P.S. You can build in the offset and convert to an array will see this.

parameters {
   array[2] real<offset={9, -9}> param_unc;
}
transformed parameters {
  array[2] real<lower=0> param = exp(param_unc);
model {
  param_unc ~ std_normal();
  ....
}

Initialization makes sense this way, initialization will be uniform(7, 11) and uniform(-11, -7).

Thanks very much for the response @Bob_Carpenter. I’ll spend a bit of time preparing a stripped
back, digestable example of the model (the calculation of the mean is 330 lines of Stan functions block code) and post again soon.
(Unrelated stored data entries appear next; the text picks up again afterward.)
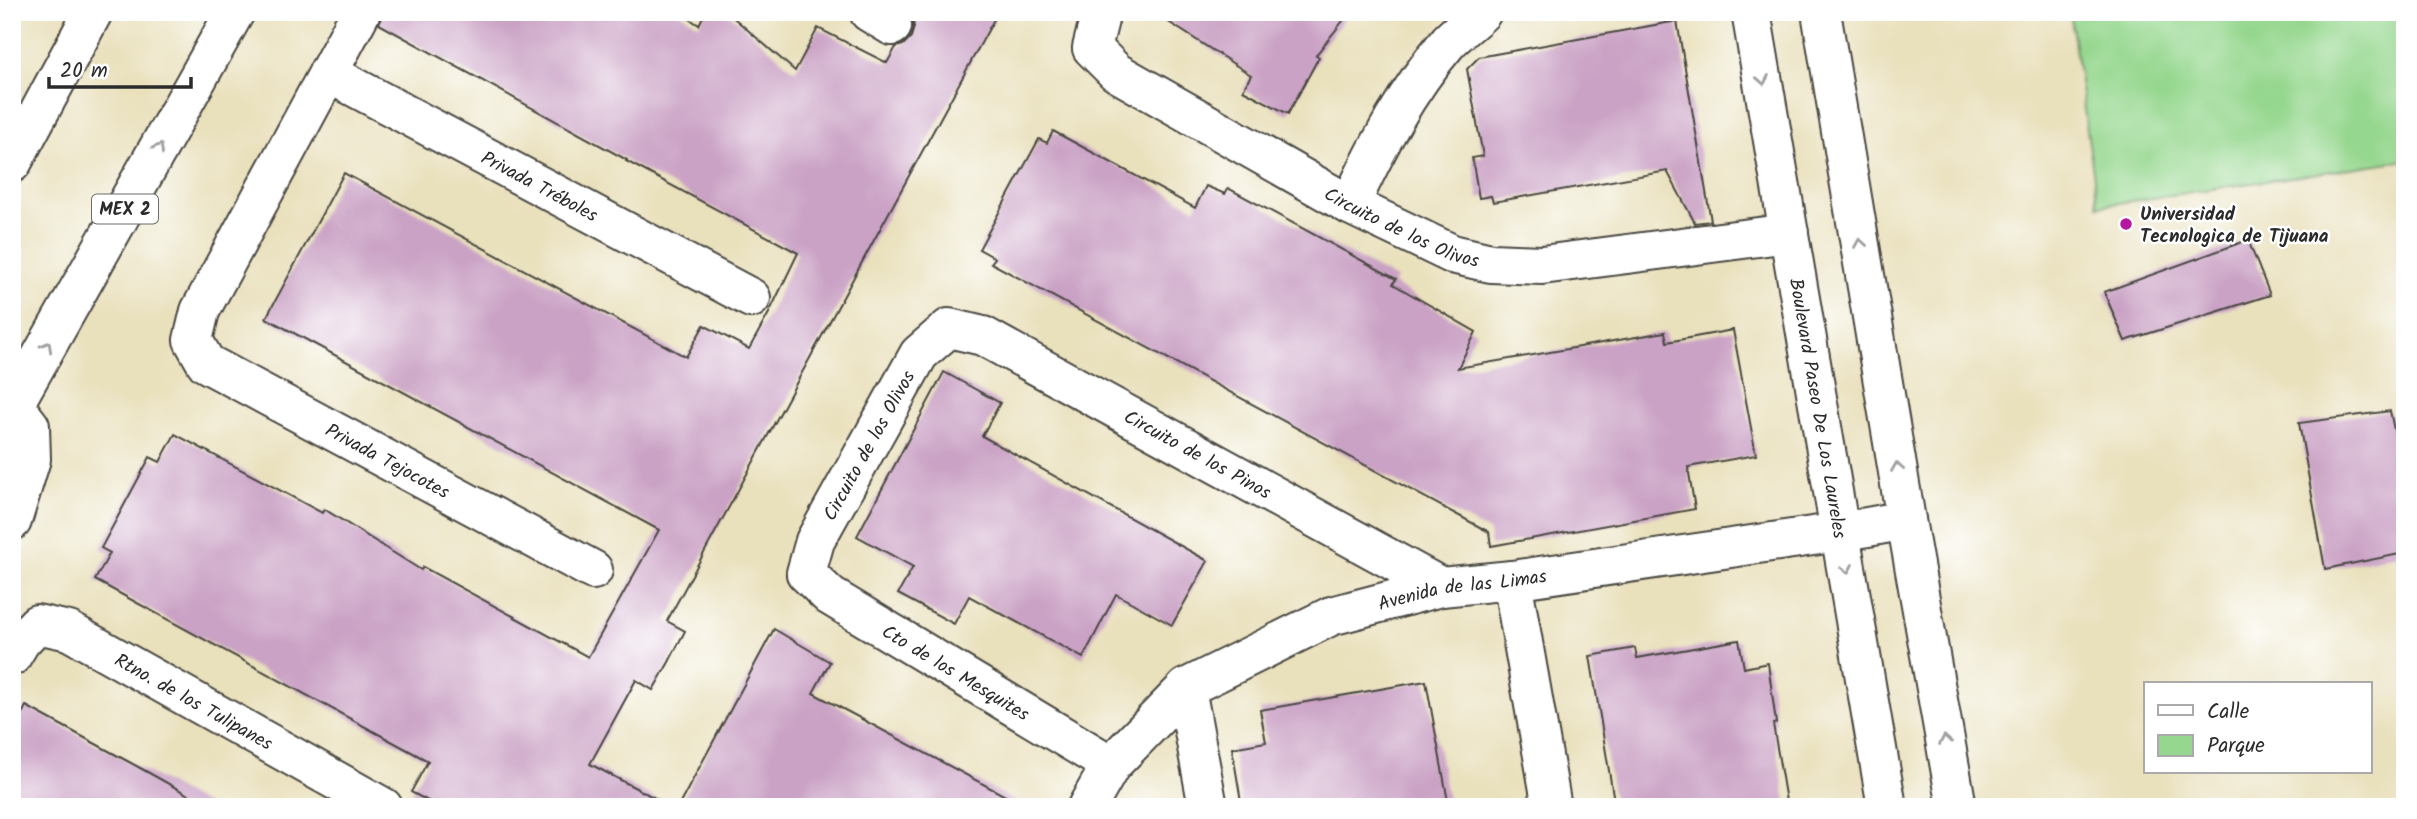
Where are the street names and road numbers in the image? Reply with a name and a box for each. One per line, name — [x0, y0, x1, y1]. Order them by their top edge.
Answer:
street label: Privada Tréboles — [475, 144, 603, 231]
street label: Circuito de los Olivos — [1318, 180, 1482, 277]
road number: MEX 2 — [92, 194, 158, 224]
street label: Boulevard Paseo De Los Laureles — [1780, 276, 1854, 541]
street label: Circuito de los Olivos — [816, 365, 924, 527]
street label: Circuito de los Pinos — [1118, 403, 1276, 508]
street label: Privada Tejocotes — [319, 416, 455, 508]
street label: Avenida de las Limas — [1375, 562, 1549, 620]
street label: Cto de los Mesquites — [875, 618, 1035, 730]
street label: Rtno. de los Tulipanes — [108, 646, 278, 759]

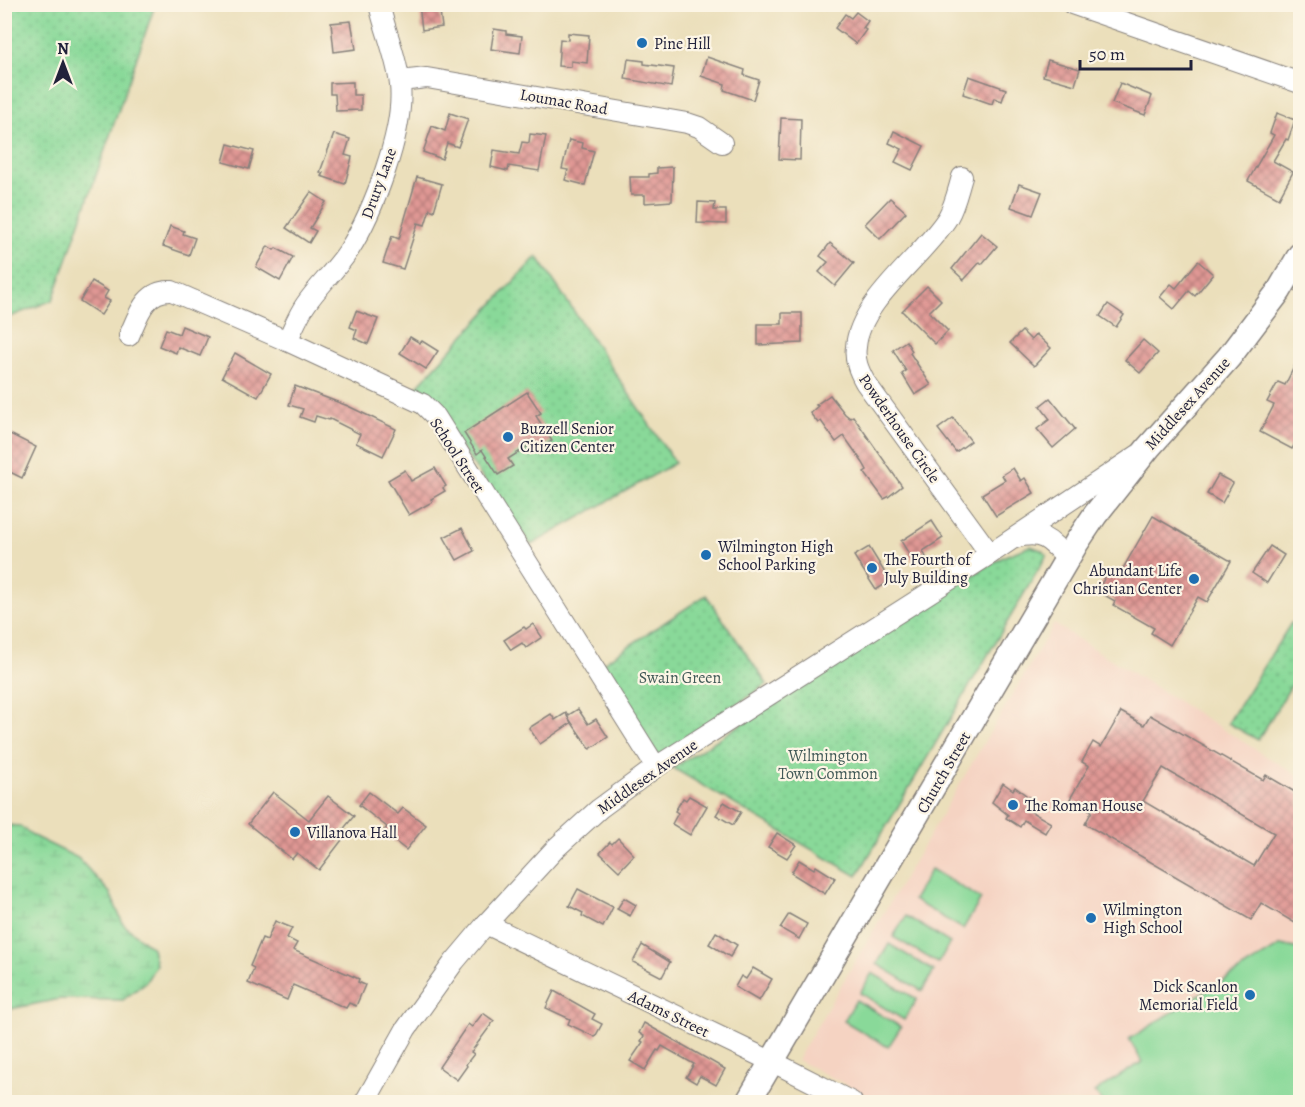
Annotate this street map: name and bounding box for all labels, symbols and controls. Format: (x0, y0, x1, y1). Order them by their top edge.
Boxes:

Having (-400, 400) as the domain for exp() makes me think it might not be related to the transformations after all. I’ve spent the day evaluating gradients numerically outside of Stan for single-parameter examples, and everything seems reasonable to my eye,. e.g. the graph of absolute gradients with respect to square root sum of squares (red line is initialisation value)

k_ref_hom_lognormal

optim() is able to navigate this fine, although the model I have been given (to refit to a new dataset) is quite far from the data, so likelihoods are very low with the prior means. I’d still expect a finite gradient when initialising at these prior means, however.

Will post again soon, thanks again

It was exactly as you said @Bob_Carpenter, thank you so much for the suggestion. Scraping back the model and data to just the priors and incrementing through wasn’t as intimidating as I had anticipated either.

It turned out to be a division operation rather than a multiplication, but was solved in the same way.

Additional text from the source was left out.